Active Rain December 18, 2008

Real Estate is a Business

This is a rather strong opinion and I welcome an opposing point of view, but I can’t see losing the argument.

First, a question:

Would you choose a surgeon because he has a yellow Labrador? No? Why not?

Would you invest your money with a stock broker because he wears a cowboy hat? No? Why not?

How about choosing a babysitter- would you entrust your Most Precious to someone because they can’t peel a phone off their ear long enough for someone to snap their photograph?

Surely your criteria for choosing a professional has more substance. However, we have colleagues out there that think that they are going to get lots of business from being the Cat Lady, the 10-Gallon Hat Guy, or the Dude Who is so Busy he Can’t Hang up the Phone Long Enough to Say Cheese.
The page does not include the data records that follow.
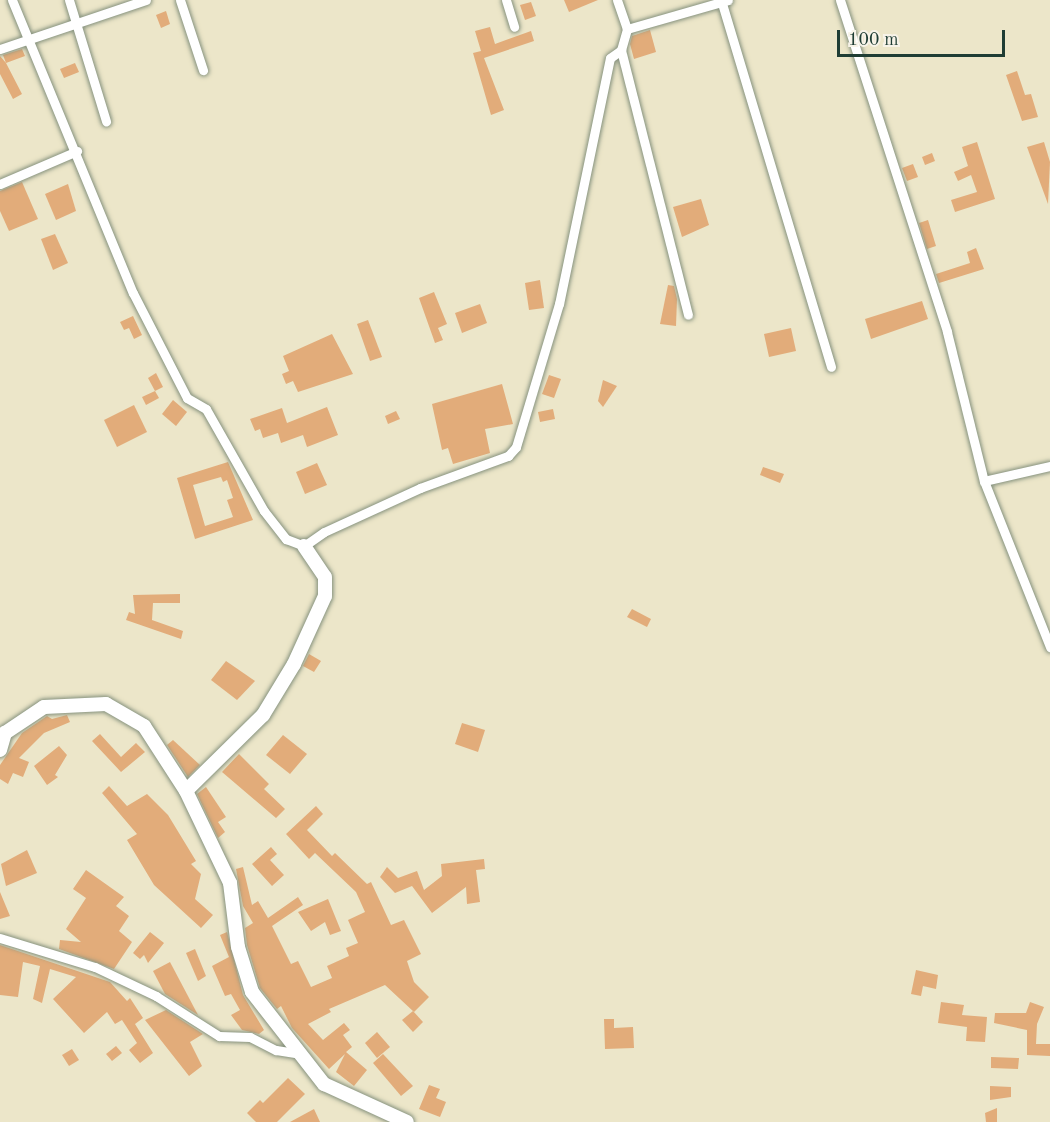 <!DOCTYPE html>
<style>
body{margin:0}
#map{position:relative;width:1050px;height:1122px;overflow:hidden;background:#ece6c9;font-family:"Old Standard TT",serif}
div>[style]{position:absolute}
.building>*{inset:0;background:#e2ac7a}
.roads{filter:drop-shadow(0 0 2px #86927e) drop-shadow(0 0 2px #86927e)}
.street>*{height:9px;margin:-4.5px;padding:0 4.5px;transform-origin:4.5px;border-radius:4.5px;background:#fff}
.secondary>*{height:14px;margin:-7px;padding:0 7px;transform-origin:7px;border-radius:7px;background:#fff}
span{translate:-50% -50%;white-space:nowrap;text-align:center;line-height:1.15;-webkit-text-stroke:4.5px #f7f3e8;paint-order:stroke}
.scale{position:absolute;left:837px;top:30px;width:168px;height:27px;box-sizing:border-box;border:3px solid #1f3d34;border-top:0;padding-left:8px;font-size:18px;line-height:21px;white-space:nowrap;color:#1f3d34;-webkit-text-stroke:4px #f7f3e8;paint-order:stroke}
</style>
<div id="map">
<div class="building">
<i style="clip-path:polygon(564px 0,598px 0,569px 12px)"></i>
<i style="clip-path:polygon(531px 2px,536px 16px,525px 20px,520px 5px)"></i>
<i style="clip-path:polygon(166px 11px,170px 24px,161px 28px,156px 15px)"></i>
<i style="clip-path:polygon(490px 27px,495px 44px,531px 31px,534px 41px,484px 58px,504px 110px,491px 115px,473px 53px,481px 51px,475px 31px)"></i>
<i style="clip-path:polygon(650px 30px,656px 52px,634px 59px,630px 44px,632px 36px)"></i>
<i style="clip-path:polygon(22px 49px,25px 56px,6px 63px,22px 94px,13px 99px,0 74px,0 56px,6px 63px,3px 55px)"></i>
<i style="clip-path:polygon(75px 63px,79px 72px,64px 78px,60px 69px)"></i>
<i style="clip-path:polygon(1017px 71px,1025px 95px,1031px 94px,1038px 117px,1022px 121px,1006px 75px)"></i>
<i style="clip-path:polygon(977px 142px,995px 199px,955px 212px,951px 200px,977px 192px,971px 175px,958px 181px,954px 172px,968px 166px,962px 147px)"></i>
<i style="clip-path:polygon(1044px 142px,1050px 162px,1048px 204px,1027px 147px)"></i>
<i style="clip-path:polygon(932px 153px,935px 161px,925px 165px,922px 157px)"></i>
<i style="clip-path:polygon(913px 164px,918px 177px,907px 181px,902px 168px)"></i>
<i style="clip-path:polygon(22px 182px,38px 219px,9px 231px,0 211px,0 191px)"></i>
<i style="clip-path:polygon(68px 184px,76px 211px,56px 220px,45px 194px)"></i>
<i style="clip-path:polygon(701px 199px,709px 225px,682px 237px,673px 207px)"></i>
<i style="clip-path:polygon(928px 220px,936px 246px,927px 249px,919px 223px)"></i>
<i style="clip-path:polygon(55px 234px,68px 263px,53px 270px,41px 239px)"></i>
<i style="clip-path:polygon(976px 248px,984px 269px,939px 283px,936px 274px,970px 263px,967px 252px)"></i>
<i style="clip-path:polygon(540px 280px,544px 308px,529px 310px,525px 283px)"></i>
<i style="clip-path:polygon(668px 285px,674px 286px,677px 299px,676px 326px,660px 324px)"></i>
<i style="clip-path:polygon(434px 292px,447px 324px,438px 328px,443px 340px,435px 343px,419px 298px)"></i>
<i style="clip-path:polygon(922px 301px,928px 319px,871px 339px,865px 319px)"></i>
<i style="clip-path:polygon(480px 304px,487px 323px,462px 333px,455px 313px)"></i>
<i style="clip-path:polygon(133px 316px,142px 335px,134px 339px,129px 328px,124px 330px,120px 322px)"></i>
<i style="clip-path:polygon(368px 320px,382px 357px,370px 361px,357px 324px)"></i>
<i style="clip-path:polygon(791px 328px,796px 351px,769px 357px,764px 334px)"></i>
<i style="clip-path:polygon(332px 334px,353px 374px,298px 392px,293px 381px,286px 384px,282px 374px,289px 371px,283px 356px)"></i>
<i style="clip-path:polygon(156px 373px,163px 387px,155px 391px,148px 378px)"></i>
<i style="clip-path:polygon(549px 375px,561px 379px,554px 398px,542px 394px)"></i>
<i style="clip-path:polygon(603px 380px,617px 386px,603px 407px,598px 401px)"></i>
<i style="clip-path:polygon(502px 384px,513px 424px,485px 429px,490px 453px,453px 464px,448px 448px,442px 450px,432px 404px)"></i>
<i style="clip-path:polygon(155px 391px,159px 398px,146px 405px,142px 397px)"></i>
<i style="clip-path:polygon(173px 400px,187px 412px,176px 426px,162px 414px)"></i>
<i style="clip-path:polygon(134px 405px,147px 432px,117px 447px,104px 420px)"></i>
<i style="clip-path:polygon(327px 407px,338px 435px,307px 447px,303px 435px,281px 443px,278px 433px,263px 438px,260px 429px,255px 431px,250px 419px,282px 408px,287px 423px)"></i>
<i style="clip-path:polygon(553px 409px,555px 419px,540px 422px,538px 412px)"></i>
<i style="clip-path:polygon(396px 411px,400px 419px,388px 424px,385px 416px)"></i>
<i style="clip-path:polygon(evenodd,228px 462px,253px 520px,195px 539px,177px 478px,228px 462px,221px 477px,223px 482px,227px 480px,233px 498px,227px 500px,233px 517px,205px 526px,193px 485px,221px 477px)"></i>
<i style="clip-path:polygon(317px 463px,327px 485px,305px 494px,296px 472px)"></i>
<i style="clip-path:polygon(763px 467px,784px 474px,780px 483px,760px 475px)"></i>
<i style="clip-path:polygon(180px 594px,180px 603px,153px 603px,152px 620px,183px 631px,181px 639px,126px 620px,129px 612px,135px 614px,133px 595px)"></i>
<i style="clip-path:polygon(632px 609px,651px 619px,647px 627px,627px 617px)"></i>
<i style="clip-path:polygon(309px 654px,321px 661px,314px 672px,303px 666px)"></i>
<i style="clip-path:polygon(226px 661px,255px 681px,237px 700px,211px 680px)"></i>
<i style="clip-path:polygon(67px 715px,70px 722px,44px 733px,19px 758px,29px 762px,23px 777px,13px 773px,8px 784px,0 779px,0 765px,22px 733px,47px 716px,52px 719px)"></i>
<i style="clip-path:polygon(462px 723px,485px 730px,478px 752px,455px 744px)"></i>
<i style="clip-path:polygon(100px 734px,121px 757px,136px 743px,145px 752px,121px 772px,92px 741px)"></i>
<i style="clip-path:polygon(283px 735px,307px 754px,290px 774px,266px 755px)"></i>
<i style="clip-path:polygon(173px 740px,200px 765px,188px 777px,167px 745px)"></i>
<i style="clip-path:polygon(59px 746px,67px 755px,55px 775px,58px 777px,47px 785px,34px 766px)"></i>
<i style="clip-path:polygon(239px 754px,269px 784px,264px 789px,285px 809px,276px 818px,222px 772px)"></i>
<i style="clip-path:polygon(109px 786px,127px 806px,147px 794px,168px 815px,196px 861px,191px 864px,201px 874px,195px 899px,213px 915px,201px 928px,154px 885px,127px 840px,137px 834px,102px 793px)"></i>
<i style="clip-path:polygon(206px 787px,226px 817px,218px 822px,225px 832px,218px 838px,197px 794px)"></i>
<i style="clip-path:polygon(316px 806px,323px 814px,307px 830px,332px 856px,335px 853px,367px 884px,371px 882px,391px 925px,404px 920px,421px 954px,407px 961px,414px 982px,429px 997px,414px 1012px,385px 985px,329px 1009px,331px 1012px,308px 1024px,323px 1040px,344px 1023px,350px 1030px,343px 1035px,352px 1047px,346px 1052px,367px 1070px,354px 1086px,336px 1072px,345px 1054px,329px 1069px,292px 1028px,281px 1006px,277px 1009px,260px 988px,247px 945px,245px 928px,253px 923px,243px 906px,236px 869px,243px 867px,252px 905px,258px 901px,268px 918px,298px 897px,303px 905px,272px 926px,291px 964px,298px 961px,311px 987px,332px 978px,327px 966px,349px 956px,346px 948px,358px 943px,348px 920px,365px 912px,356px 892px,315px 853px,309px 859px,286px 834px)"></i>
<i style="clip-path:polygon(271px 847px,277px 854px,270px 860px,284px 875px,272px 886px,252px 864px)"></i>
<i style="clip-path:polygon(27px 850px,37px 873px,6px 886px,1px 864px)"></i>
<i style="clip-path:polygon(484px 859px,485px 869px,476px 870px,480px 902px,467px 904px,466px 887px,432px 913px,412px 886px,395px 893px,380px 877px,387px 867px,398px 878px,417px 871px,424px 890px,442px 876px,441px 864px)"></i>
<i style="clip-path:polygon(86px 870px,124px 897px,116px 906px,129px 916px,119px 931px,132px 942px,114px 969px,59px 949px,60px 940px,81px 942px,66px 929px,86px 898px,73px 889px)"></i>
<i style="clip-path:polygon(0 892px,10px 916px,0 919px)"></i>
<i style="clip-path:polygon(328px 899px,341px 931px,330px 935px,325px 922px,311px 931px,298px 912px)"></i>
<i style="clip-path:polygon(150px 932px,164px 943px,148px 963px,144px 955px,140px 959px,133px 953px)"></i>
<i style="clip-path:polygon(227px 932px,243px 995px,264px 1030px,259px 1034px,242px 1030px,231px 1015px,240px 1010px,231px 994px,225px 996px,212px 966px,229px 957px,220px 935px)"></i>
<i style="clip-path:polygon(0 945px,110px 982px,127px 1001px,130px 998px,143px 1018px,135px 1024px,153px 1053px,140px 1063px,129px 1050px,137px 1043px,122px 1020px,115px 1024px,107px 1012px,84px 1033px,53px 999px,76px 977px,50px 969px,42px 1003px,33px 999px,40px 966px,23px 962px,18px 997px,0 995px)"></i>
<i style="clip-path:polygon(195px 949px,206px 976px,198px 981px,186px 953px)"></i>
<i style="clip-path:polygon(170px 962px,198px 1015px,165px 994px,153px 971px)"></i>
<i style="clip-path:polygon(916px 970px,938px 975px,936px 989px,923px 986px,921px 996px,911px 994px)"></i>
<i style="clip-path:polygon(941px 1002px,964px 1005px,962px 1015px,987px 1017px,985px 1042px,966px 1041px,967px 1027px,938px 1023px)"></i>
<i style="clip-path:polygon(1030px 1002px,1044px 1007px,1037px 1024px,1036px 1044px,1050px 1044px,1050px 1056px,1027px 1055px,1027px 1030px,994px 1023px,995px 1013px,1026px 1013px)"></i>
<i style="clip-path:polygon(166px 1010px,203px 1034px,190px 1042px,202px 1066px,189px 1076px,145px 1020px)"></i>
<i style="clip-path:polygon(413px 1011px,423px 1022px,413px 1032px,402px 1020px)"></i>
<i style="clip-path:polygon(604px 1019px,614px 1019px,614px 1028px,633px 1027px,634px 1048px,605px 1049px)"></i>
<i style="clip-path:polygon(377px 1032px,390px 1047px,377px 1058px,365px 1043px)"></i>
<i style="clip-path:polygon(116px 1046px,122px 1053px,112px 1061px,106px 1054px)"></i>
<i style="clip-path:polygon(72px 1049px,79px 1060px,69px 1066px,62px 1055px)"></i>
<i style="clip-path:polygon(383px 1054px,413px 1086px,401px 1096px,373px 1063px)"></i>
<i style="clip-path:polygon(991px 1057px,1019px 1058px,1018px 1069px,991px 1068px)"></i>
<i style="clip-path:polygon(288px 1078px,305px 1094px,277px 1122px,256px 1122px,247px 1113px,260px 1100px,263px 1103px)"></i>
<i style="clip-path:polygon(429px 1085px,440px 1089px,436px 1098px,446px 1102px,440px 1117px,419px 1109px)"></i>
<i style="clip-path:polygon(990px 1086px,1011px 1087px,1011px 1097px,990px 1100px)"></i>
<i style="clip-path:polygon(997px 1108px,997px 1122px,986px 1122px,985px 1113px)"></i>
<i style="clip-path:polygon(314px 1109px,320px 1122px,290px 1122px)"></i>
</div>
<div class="roads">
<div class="street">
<i style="left:12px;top:0;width:317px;rotate:67.6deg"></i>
<i style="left:133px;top:293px;width:118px;rotate:62.8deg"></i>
<i style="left:187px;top:398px;width:22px;rotate:30deg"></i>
<i style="left:206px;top:409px;width:117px;rotate:60.4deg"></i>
<i style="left:264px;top:511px;width:36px;rotate:52deg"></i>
<i style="left:286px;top:539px;width:19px;rotate:21deg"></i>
<i style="left:304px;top:546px;width:24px;rotate:-35deg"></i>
<i style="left:324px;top:532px;width:106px;rotate:-24.6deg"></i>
<i style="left:420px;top:488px;width:94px;rotate:-20deg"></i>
<i style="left:508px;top:456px;width:12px;rotate:-48deg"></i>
<i style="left:516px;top:447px;width:149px;rotate:-73.3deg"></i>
<i style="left:559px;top:304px;width:251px;rotate:-78.3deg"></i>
<i style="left:610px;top:58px;width:14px;rotate:-36deg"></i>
<i style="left:69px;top:0;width:127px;rotate:73deg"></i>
<i style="left:180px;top:0;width:74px;rotate:71.8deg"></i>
<i style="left:506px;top:0;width:28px;rotate:73deg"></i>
<i style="left:617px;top:0;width:31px;rotate:71deg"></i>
<i style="left:627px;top:29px;width:22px;rotate:106deg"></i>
<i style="left:621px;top:50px;width:273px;rotate:75.8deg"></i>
<i style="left:721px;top:0;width:383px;rotate:73.3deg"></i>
<i style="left:840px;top:0;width:349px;rotate:72.1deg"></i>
<i style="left:947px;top:332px;width:154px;rotate:76.1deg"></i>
<i style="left:984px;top:481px;width:179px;rotate:68.3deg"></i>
<i style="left:627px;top:29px;width:105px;rotate:-16deg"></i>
<i style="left:0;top:49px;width:154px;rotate:-18.6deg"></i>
<i style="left:0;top:184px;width:84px;rotate:-23.2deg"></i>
<i style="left:984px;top:481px;width:68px;rotate:-12.8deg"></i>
<i style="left:0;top:938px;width:99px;rotate:17deg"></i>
<i style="left:95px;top:967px;width:68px;rotate:25.4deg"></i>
<i style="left:156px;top:996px;width:75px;rotate:32.4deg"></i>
<i style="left:219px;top:1036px;width:31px;rotate:2deg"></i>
<i style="left:250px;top:1037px;width:29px;rotate:27deg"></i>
<i style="left:276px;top:1050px;width:24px;rotate:9deg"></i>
</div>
<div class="secondary">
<i style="left:304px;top:546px;width:37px;rotate:56deg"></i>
<i style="left:325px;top:577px;width:19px;rotate:90deg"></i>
<i style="left:325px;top:596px;width:75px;rotate:114.5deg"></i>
<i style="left:294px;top:664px;width:60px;rotate:121.3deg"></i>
<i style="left:263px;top:715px;width:108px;rotate:135.4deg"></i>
<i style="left:186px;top:791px;width:102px;rotate:64.4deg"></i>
<i style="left:230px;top:883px;width:64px;rotate:82.9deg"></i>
<i style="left:238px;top:947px;width:47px;rotate:72.7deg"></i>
<i style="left:252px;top:992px;width:117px;rotate:52deg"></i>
<i style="left:324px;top:1084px;width:91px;rotate:24.6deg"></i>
<i style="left:0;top:750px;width:18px;rotate:-74deg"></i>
<i style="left:5px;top:733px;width:47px;rotate:-33.7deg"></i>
<i style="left:44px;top:707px;width:62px;rotate:-2.8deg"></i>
<i style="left:106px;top:704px;width:44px;rotate:30.1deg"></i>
<i style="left:144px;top:726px;width:77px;rotate:57.1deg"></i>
</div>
</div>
<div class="scale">100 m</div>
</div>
I know that marketing ourselves is sort of like running for office. And I appreciate that it isn’t easy to stand out from the crowd. But I also know that ours is a profession, and we should comport ourselves with the same dignity as physicians, CPAs or attorneys. Does mean we have to be bland? Of course not, but there is a vast divide between being boring and a cliche cheeseball.

I truly believe that the biggest PR issue the brokerage community has is the public’s difficulty in reconciling our typically amateurish hype with the anecdotal examples of incompetence floating around out there, and cheesy marketing is part of the problem. We are in business, as a matter of fact a real and profitable one when done right, yet we act like we are running for office or auditioning for a reality show. That’s not business-like. If I overhear a guy in a waiting room flip a page and mutter “I would never do business with that idiot” I know he’s reading a real estate magazine. You might think that some people do business with you because your cat is cute or you angle your Blue Tooth in every picture, but I’ll bet that for every deal you think you get because of those things, you are losing far more. And it is my view that you aren’t losing business just for yourself, but that you are making it that much harder for the rest of us.